And on that same subject, when will Natural England release the post mortem results of the two satellite-tagged hen harriers found dead in October last year (see here)? Or tell us about the investigation into the satellite-tagged hen harrier that probably had its wings pulled off 11 months ago (see here)?

26 thoughts on “Dorset MP Chris Loder’s farming connections may explain his anti-eagle hysteria”

  1. Have yet to see any of this mentioned in the national media. Maybe not looking in the right place.
    The more publicity that this story gets the better, people have to learn what actually happens to their wildlife because of game interests. They are also entitled to learn the real views of the people that they elect.

    1. Helena Horton has a piece in the Guardian. Her piece, which concludes with the following sentence: “Until those who own estates are held to account for what happens on their land, I am afraid history may repeat itself and we may once again see our largest bird of prey silently slip into extinction.” highlights the fact that Loder represents a constituency with a large number of shooting estates.

  2. Mr Loders comments in the Bridport and Lyme Regis news are of a similar theme. The below are quotes from this publication.

    “Farmers have already been under attack from those seeking to remove their rights to control the numbers of corvid birds that attack and kill lambs. Now they face a new onslaught from these eagles.”

    “We’re approaching peak lambing season already and every year we see new born lambs with their eyes pecked out in minutes by these birds”

    I wonder if Mr Loder can back up these comments with evidence?

    What Mr Loder should realise is that these types of comments just add to the malevolent hysteria some people have towards sea eagles and birds of prey. Such comments will no doubt justify in the minds of some intelligently challenged individuals that the unlawful killing of sea eagles is justified.

    Also quite concerning are his comments directed towards Chris Packham- quote-

    “The fact that I as a farmer’s son, who has a different opinion on these enormous predators, but come under this sort of attack by Chris Packham is indicative of the approach that his followers have to our farmers in the UK, and I’m only too pleased to stand up to this bullying nonsense on their behalf”.

    Has Mr Loder forgotten the dreadful attack Chris Packham suffered on his property?
    Again such comments have the potential to fuel the division in the countryside, and the hate some people have towards those who work hard to support nature and conservation.

    Mr Loder should perhaps remind himself of the 2019 State of Nature report, which makes it very clear that what has been taking place in the countryside over the last 20 years has led to a concerning decline in nature and wildlife, and without fundamental change in how the countryside is managed this decline will continue.

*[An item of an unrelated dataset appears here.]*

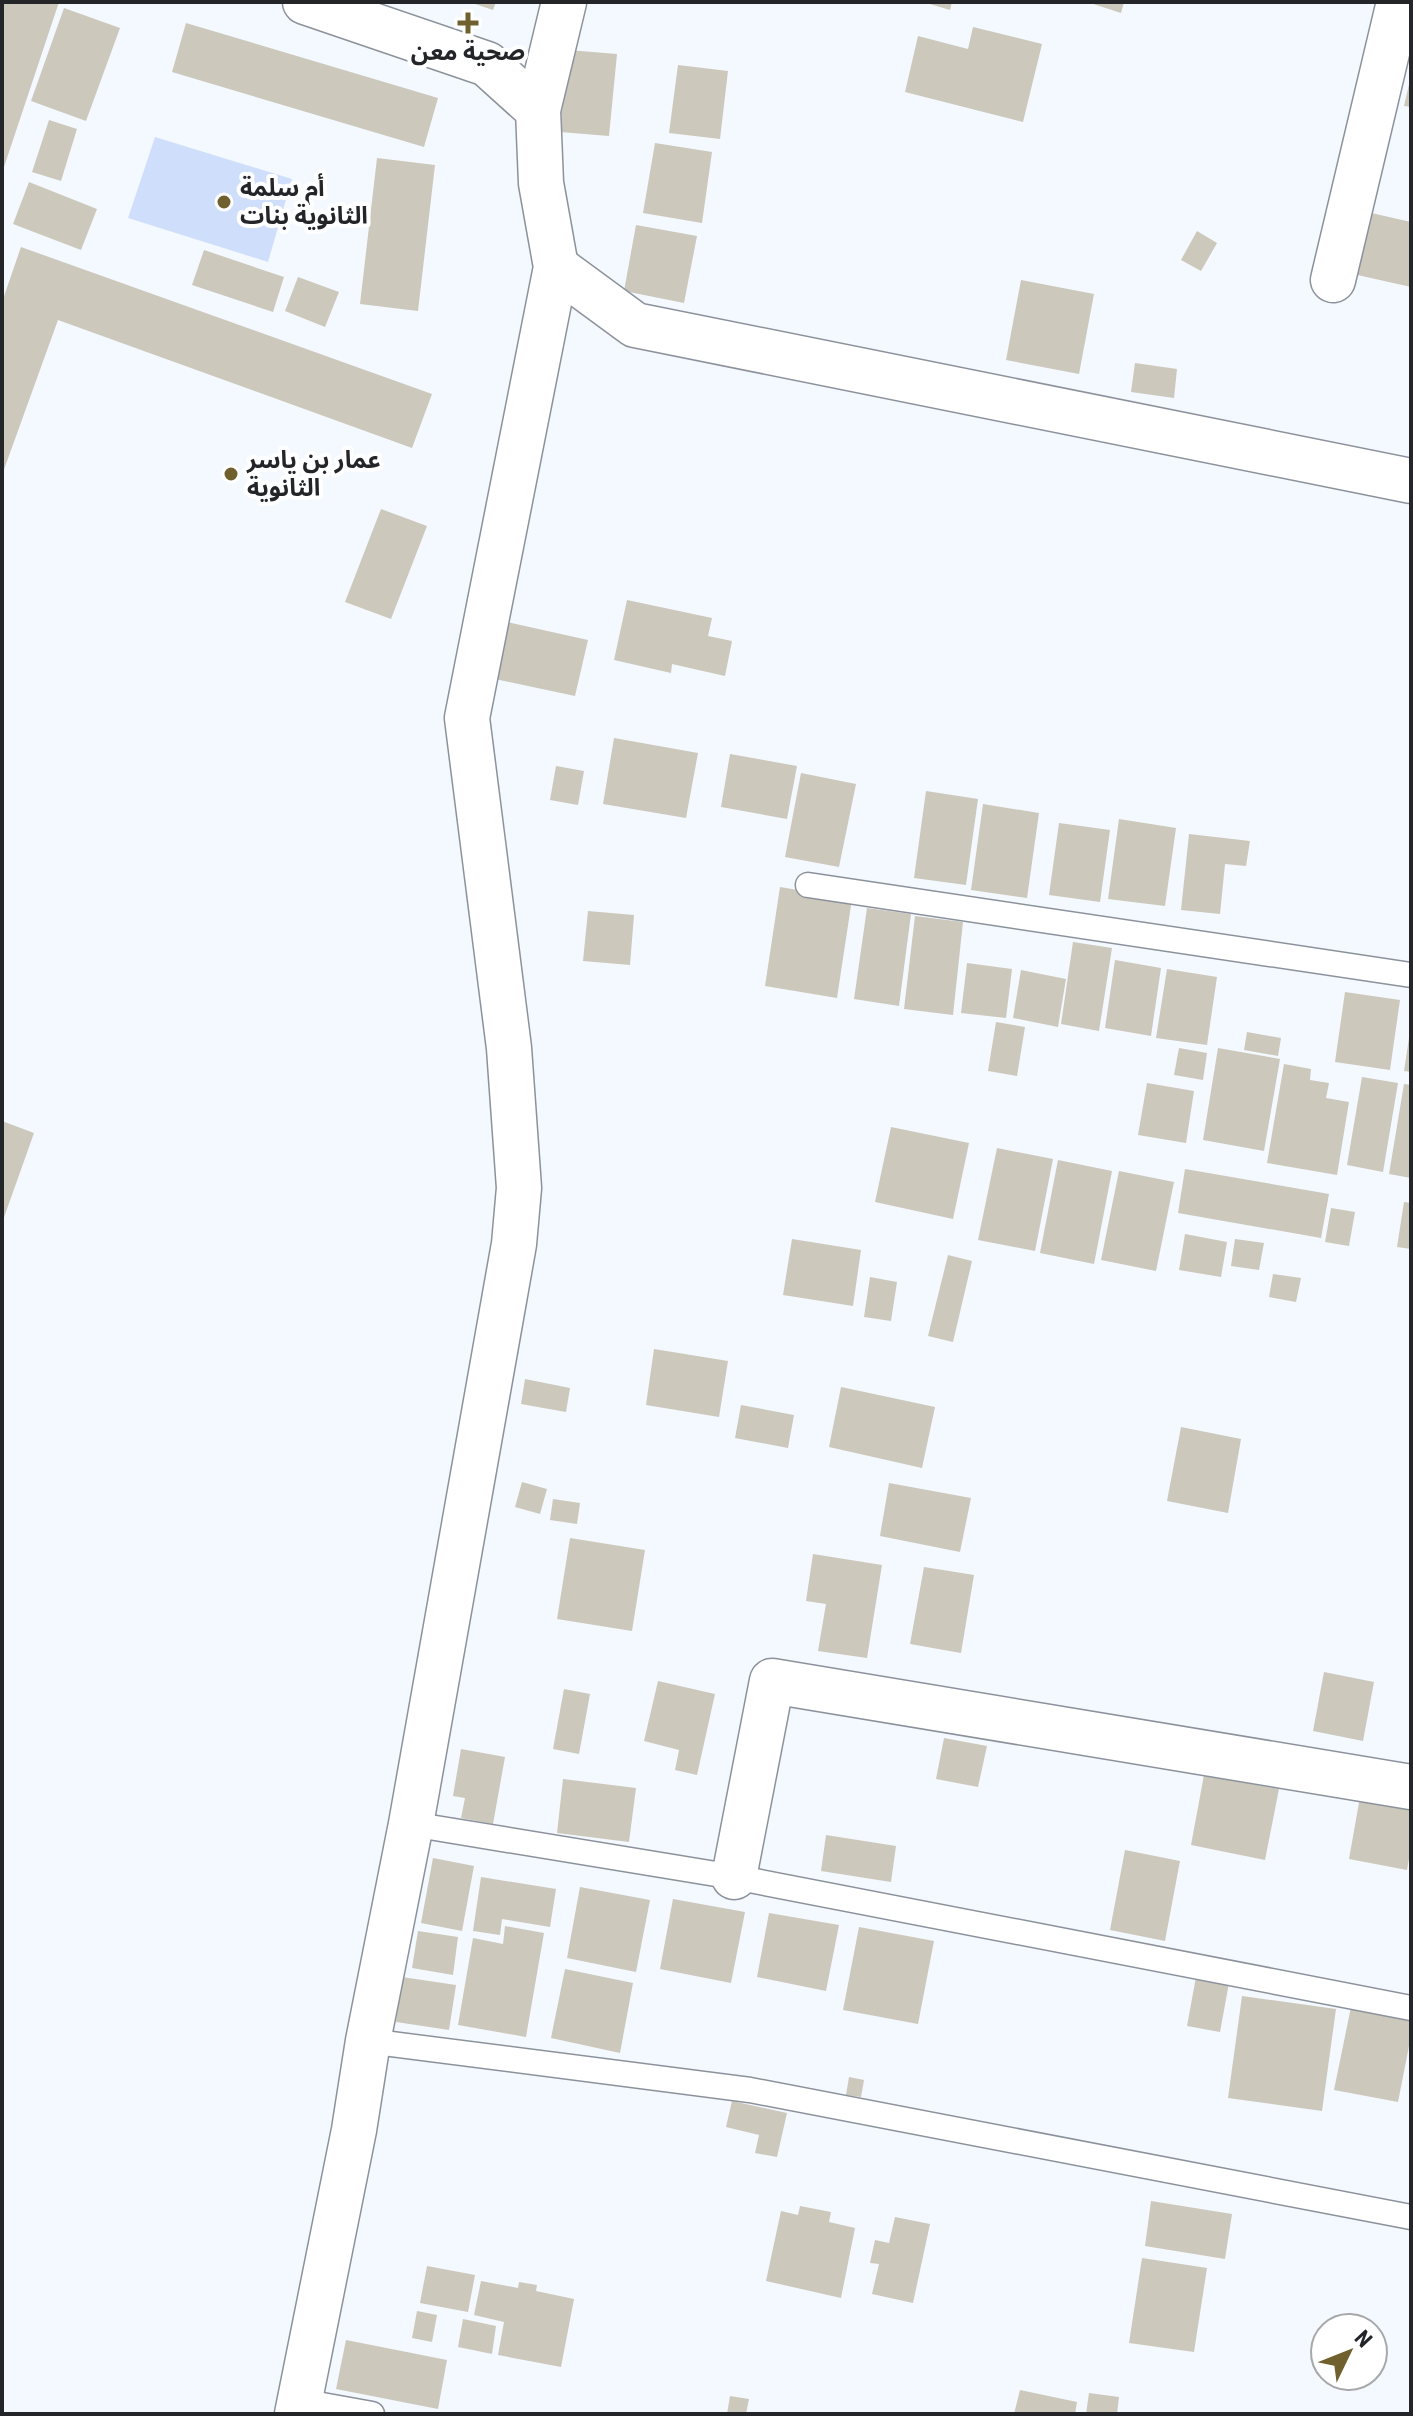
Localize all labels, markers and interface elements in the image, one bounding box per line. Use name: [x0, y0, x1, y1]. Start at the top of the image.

    Could it be that Mr Loder is one of those people whose notion of conservation is one of intensively managed land used for game bird shooting, and that nothing must be allowed to upset the vested interests of those who see the countryside as something to be exploited?

    I am so glad Mr Loder doesn’t represent me in parliament!

  3. Loder sounds like a Botham clone. Not just in his nauseating opinions in relation to native species but also his media presence as a [Ed: this is potentially libellous]

    If uber-tweedy Benyon tried to shut him down they must be worried about the recent WTE deaths raising the profile of the enormous scale of illegal raptor persecution by game shooting estates across the UK.

  4. The only reason that the NFU have any clout is because they represent the large landowners: those most likely to be running large shooting estates. In numerical terms, as opposed to acreage, they “represent” about 10% of the UK’s farming community.

    Unfortunately, they are seen as being the mouthpiece of all farmers, not all of whom are intent on killing our wildlife on the basis of spurious anecdotal evidence of harm.

  5. Yes, the powerful, wealthy, greed- brained elite cannot comprehend that this beautiful diverse planet needs to be loved, appreciated and respected. That the health of this planet depends on biodiversity and intelligence on our part. Aboriginals knew this. Misuse of technology hurtling out of control.

  6. Isn’t it NFU policy to oppose the reintroduction of any species? At a public consultation last year, regarding eagle reintroduction, one farmer actually suggested that it wouldn’t be safe to let his children out!!! This is the propaganda that has to be overcome.

  7. “every year we see new born lambs with their eyes pecked out in minutes by these birds” Where is Mr Loder seeing this? Most lambing is done in barns nowadays. Can’t remember the last time I saw newborn lambs outside but … perhaps it’s different in Dorset.
    As for farming being under attack – Mr Loder’s own party are doing a pretty good job of that themselves.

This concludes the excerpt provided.